═══ PROVIDED RECORDS ═══
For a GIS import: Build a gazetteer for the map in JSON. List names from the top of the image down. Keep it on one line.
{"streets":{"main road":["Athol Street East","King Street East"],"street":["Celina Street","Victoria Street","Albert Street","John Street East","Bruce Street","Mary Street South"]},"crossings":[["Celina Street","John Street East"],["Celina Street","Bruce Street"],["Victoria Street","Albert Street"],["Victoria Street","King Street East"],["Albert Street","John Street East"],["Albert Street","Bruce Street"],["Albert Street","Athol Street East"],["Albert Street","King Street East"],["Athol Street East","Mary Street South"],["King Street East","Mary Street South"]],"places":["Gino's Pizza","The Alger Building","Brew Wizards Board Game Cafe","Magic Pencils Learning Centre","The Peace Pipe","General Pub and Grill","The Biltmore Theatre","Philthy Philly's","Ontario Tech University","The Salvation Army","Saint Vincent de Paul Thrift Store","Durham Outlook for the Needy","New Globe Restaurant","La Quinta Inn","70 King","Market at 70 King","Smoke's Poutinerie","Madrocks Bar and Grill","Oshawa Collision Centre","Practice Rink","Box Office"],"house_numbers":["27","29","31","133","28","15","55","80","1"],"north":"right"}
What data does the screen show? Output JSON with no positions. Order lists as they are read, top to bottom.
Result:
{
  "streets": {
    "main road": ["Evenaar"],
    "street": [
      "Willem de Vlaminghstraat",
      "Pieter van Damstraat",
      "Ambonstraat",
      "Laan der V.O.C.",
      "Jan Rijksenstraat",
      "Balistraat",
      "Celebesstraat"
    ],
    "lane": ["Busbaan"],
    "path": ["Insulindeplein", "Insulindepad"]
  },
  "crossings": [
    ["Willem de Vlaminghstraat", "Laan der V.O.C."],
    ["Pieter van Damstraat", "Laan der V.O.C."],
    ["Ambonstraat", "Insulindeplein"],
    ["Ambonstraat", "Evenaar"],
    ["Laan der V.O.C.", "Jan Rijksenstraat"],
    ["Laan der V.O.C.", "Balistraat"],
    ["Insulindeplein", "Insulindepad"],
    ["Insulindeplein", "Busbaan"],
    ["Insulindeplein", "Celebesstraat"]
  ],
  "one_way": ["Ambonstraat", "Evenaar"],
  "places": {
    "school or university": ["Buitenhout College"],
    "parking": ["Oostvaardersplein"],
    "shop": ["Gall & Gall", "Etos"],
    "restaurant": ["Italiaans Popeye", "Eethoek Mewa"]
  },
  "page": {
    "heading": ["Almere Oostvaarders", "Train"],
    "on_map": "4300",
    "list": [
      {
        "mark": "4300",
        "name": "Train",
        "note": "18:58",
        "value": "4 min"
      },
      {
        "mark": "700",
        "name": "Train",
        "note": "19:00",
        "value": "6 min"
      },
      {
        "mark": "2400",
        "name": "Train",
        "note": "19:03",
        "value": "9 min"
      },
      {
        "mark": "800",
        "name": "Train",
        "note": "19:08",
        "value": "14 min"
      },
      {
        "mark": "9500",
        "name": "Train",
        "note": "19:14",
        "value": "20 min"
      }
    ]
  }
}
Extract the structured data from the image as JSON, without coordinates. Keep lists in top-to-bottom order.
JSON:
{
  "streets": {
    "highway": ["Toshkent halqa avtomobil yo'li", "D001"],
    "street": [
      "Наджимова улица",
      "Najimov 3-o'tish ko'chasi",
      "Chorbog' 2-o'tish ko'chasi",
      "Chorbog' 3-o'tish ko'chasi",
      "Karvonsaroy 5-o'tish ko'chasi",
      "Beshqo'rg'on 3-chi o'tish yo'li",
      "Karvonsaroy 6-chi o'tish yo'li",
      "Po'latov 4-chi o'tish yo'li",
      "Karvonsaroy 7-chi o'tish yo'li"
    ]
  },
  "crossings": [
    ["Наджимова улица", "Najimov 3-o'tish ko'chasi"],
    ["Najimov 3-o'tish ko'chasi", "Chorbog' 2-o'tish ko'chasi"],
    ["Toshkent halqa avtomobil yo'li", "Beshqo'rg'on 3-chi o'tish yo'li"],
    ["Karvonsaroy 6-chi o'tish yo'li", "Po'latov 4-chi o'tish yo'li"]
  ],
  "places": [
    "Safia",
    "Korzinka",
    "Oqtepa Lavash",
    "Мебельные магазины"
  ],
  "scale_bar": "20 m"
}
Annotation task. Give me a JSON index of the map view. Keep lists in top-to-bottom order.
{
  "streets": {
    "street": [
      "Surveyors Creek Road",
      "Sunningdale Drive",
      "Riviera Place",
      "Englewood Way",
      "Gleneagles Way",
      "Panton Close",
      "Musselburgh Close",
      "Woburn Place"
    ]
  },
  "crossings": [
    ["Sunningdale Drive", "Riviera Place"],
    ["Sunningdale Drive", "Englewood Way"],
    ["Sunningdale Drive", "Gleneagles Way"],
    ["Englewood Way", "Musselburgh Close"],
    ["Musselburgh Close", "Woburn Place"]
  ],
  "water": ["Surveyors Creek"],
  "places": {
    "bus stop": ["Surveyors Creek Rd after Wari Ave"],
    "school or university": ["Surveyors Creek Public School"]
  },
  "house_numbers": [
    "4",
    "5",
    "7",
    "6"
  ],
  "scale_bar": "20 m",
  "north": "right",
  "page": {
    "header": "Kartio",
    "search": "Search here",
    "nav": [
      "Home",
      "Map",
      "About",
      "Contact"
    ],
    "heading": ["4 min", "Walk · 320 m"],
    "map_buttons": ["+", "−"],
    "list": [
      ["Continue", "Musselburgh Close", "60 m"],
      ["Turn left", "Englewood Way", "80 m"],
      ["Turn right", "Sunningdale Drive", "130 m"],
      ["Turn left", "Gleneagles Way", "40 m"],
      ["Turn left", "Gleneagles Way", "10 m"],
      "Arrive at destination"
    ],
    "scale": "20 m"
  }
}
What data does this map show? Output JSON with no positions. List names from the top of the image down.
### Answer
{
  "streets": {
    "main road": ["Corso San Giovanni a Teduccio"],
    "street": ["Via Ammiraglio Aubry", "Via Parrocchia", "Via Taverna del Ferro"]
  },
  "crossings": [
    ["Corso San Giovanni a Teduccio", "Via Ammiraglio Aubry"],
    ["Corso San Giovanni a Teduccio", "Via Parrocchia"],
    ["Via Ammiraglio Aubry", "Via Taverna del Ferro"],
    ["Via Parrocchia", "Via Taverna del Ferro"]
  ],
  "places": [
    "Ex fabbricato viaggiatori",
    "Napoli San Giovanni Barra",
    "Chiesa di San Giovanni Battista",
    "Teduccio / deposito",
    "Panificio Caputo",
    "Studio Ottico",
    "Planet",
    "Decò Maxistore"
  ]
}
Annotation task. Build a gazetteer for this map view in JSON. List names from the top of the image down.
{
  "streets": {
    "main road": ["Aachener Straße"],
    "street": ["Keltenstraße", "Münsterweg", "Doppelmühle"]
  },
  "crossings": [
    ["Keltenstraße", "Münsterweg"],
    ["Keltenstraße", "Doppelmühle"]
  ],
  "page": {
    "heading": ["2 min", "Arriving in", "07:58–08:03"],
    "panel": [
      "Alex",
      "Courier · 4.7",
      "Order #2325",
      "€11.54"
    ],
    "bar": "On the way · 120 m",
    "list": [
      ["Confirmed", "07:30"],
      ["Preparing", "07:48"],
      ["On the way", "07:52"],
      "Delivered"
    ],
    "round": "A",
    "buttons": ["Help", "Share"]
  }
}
═══
Write the entries out once more, exactly as they were given.

## EXERCISE RESPONSE
For a GIS import: Build a gazetteer for the map in JSON. List names from the top of the image down. Keep it on one line.
{"streets":{"main road":["Athol Street East","King Street East"],"street":["Celina Street","Victoria Street","Albert Street","John Street East","Bruce Street","Mary Street South"]},"crossings":[["Celina Street","John Street East"],["Celina Street","Bruce Street"],["Victoria Street","Albert Street"],["Victoria Street","King Street East"],["Albert Street","John Street East"],["Albert Street","Bruce Street"],["Albert Street","Athol Street East"],["Albert Street","King Street East"],["Athol Street East","Mary Street South"],["King Street East","Mary Street South"]],"places":["Gino's Pizza","The Alger Building","Brew Wizards Board Game Cafe","Magic Pencils Learning Centre","The Peace Pipe","General Pub and Grill","The Biltmore Theatre","Philthy Philly's","Ontario Tech University","The Salvation Army","Saint Vincent de Paul Thrift Store","Durham Outlook for the Needy","New Globe Restaurant","La Quinta Inn","70 King","Market at 70 King","Smoke's Poutinerie","Madrocks Bar and Grill","Oshawa Collision Centre","Practice Rink","Box Office"],"house_numbers":["27","29","31","133","28","15","55","80","1"],"north":"right"}
What data does the screen show? Output JSON with no positions. Order lists as they are read, top to bottom.
Result:
{
  "streets": {
    "main road": ["Evenaar"],
    "street": [
      "Willem de Vlaminghstraat",
      "Pieter van Damstraat",
      "Ambonstraat",
      "Laan der V.O.C.",
      "Jan Rijksenstraat",
      "Balistraat",
      "Celebesstraat"
    ],
    "lane": ["Busbaan"],
    "path": ["Insulindeplein", "Insulindepad"]
  },
  "crossings": [
    ["Willem de Vlaminghstraat", "Laan der V.O.C."],
    ["Pieter van Damstraat", "Laan der V.O.C."],
    ["Ambonstraat", "Insulindeplein"],
    ["Ambonstraat", "Evenaar"],
    ["Laan der V.O.C.", "Jan Rijksenstraat"],
    ["Laan der V.O.C.", "Balistraat"],
    ["Insulindeplein", "Insulindepad"],
    ["Insulindeplein", "Busbaan"],
    ["Insulindeplein", "Celebesstraat"]
  ],
  "one_way": ["Ambonstraat", "Evenaar"],
  "places": {
    "school or university": ["Buitenhout College"],
    "parking": ["Oostvaardersplein"],
    "shop": ["Gall & Gall", "Etos"],
    "restaurant": ["Italiaans Popeye", "Eethoek Mewa"]
  },
  "page": {
    "heading": ["Almere Oostvaarders", "Train"],
    "on_map": "4300",
    "list": [
      {
        "mark": "4300",
        "name": "Train",
        "note": "18:58",
        "value": "4 min"
      },
      {
        "mark": "700",
        "name": "Train",
        "note": "19:00",
        "value": "6 min"
      },
      {
        "mark": "2400",
        "name": "Train",
        "note": "19:03",
        "value": "9 min"
      },
      {
        "mark": "800",
        "name": "Train",
        "note": "19:08",
        "value": "14 min"
      },
      {
        "mark": "9500",
        "name": "Train",
        "note": "19:14",
        "value": "20 min"
      }
    ]
  }
}
Extract the structured data from the image as JSON, without coordinates. Keep lists in top-to-bottom order.
JSON:
{
  "streets": {
    "highway": ["Toshkent halqa avtomobil yo'li", "D001"],
    "street": [
      "Наджимова улица",
      "Najimov 3-o'tish ko'chasi",
      "Chorbog' 2-o'tish ko'chasi",
      "Chorbog' 3-o'tish ko'chasi",
      "Karvonsaroy 5-o'tish ko'chasi",
      "Beshqo'rg'on 3-chi o'tish yo'li",
      "Karvonsaroy 6-chi o'tish yo'li",
      "Po'latov 4-chi o'tish yo'li",
      "Karvonsaroy 7-chi o'tish yo'li"
    ]
  },
  "crossings": [
    ["Наджимова улица", "Najimov 3-o'tish ko'chasi"],
    ["Najimov 3-o'tish ko'chasi", "Chorbog' 2-o'tish ko'chasi"],
    ["Toshkent halqa avtomobil yo'li", "Beshqo'rg'on 3-chi o'tish yo'li"],
    ["Karvonsaroy 6-chi o'tish yo'li", "Po'latov 4-chi o'tish yo'li"]
  ],
  "places": [
    "Safia",
    "Korzinka",
    "Oqtepa Lavash",
    "Мебельные магазины"
  ],
  "scale_bar": "20 m"
}
Annotation task. Give me a JSON index of the map view. Keep lists in top-to-bottom order.
{
  "streets": {
    "street": [
      "Surveyors Creek Road",
      "Sunningdale Drive",
      "Riviera Place",
      "Englewood Way",
      "Gleneagles Way",
      "Panton Close",
      "Musselburgh Close",
      "Woburn Place"
    ]
  },
  "crossings": [
    ["Sunningdale Drive", "Riviera Place"],
    ["Sunningdale Drive", "Englewood Way"],
    ["Sunningdale Drive", "Gleneagles Way"],
    ["Englewood Way", "Musselburgh Close"],
    ["Musselburgh Close", "Woburn Place"]
  ],
  "water": ["Surveyors Creek"],
  "places": {
    "bus stop": ["Surveyors Creek Rd after Wari Ave"],
    "school or university": ["Surveyors Creek Public School"]
  },
  "house_numbers": [
    "4",
    "5",
    "7",
    "6"
  ],
  "scale_bar": "20 m",
  "north": "right",
  "page": {
    "header": "Kartio",
    "search": "Search here",
    "nav": [
      "Home",
      "Map",
      "About",
      "Contact"
    ],
    "heading": ["4 min", "Walk · 320 m"],
    "map_buttons": ["+", "−"],
    "list": [
      ["Continue", "Musselburgh Close", "60 m"],
      ["Turn left", "Englewood Way", "80 m"],
      ["Turn right", "Sunningdale Drive", "130 m"],
      ["Turn left", "Gleneagles Way", "40 m"],
      ["Turn left", "Gleneagles Way", "10 m"],
      "Arrive at destination"
    ],
    "scale": "20 m"
  }
}
What data does this map show? Output JSON with no positions. List names from the top of the image down.
### Answer
{
  "streets": {
    "main road": ["Corso San Giovanni a Teduccio"],
    "street": ["Via Ammiraglio Aubry", "Via Parrocchia", "Via Taverna del Ferro"]
  },
  "crossings": [
    ["Corso San Giovanni a Teduccio", "Via Ammiraglio Aubry"],
    ["Corso San Giovanni a Teduccio", "Via Parrocchia"],
    ["Via Ammiraglio Aubry", "Via Taverna del Ferro"],
    ["Via Parrocchia", "Via Taverna del Ferro"]
  ],
  "places": [
    "Ex fabbricato viaggiatori",
    "Napoli San Giovanni Barra",
    "Chiesa di San Giovanni Battista",
    "Teduccio / deposito",
    "Panificio Caputo",
    "Studio Ottico",
    "Planet",
    "Decò Maxistore"
  ]
}
Annotation task. Build a gazetteer for this map view in JSON. List names from the top of the image down.
{
  "streets": {
    "main road": ["Aachener Straße"],
    "street": ["Keltenstraße", "Münsterweg", "Doppelmühle"]
  },
  "crossings": [
    ["Keltenstraße", "Münsterweg"],
    ["Keltenstraße", "Doppelmühle"]
  ],
  "page": {
    "heading": ["2 min", "Arriving in", "07:58–08:03"],
    "panel": [
      "Alex",
      "Courier · 4.7",
      "Order #2325",
      "€11.54"
    ],
    "bar": "On the way · 120 m",
    "list": [
      ["Confirmed", "07:30"],
      ["Preparing", "07:48"],
      ["On the way", "07:52"],
      "Delivered"
    ],
    "round": "A",
    "buttons": ["Help", "Share"]
  }
}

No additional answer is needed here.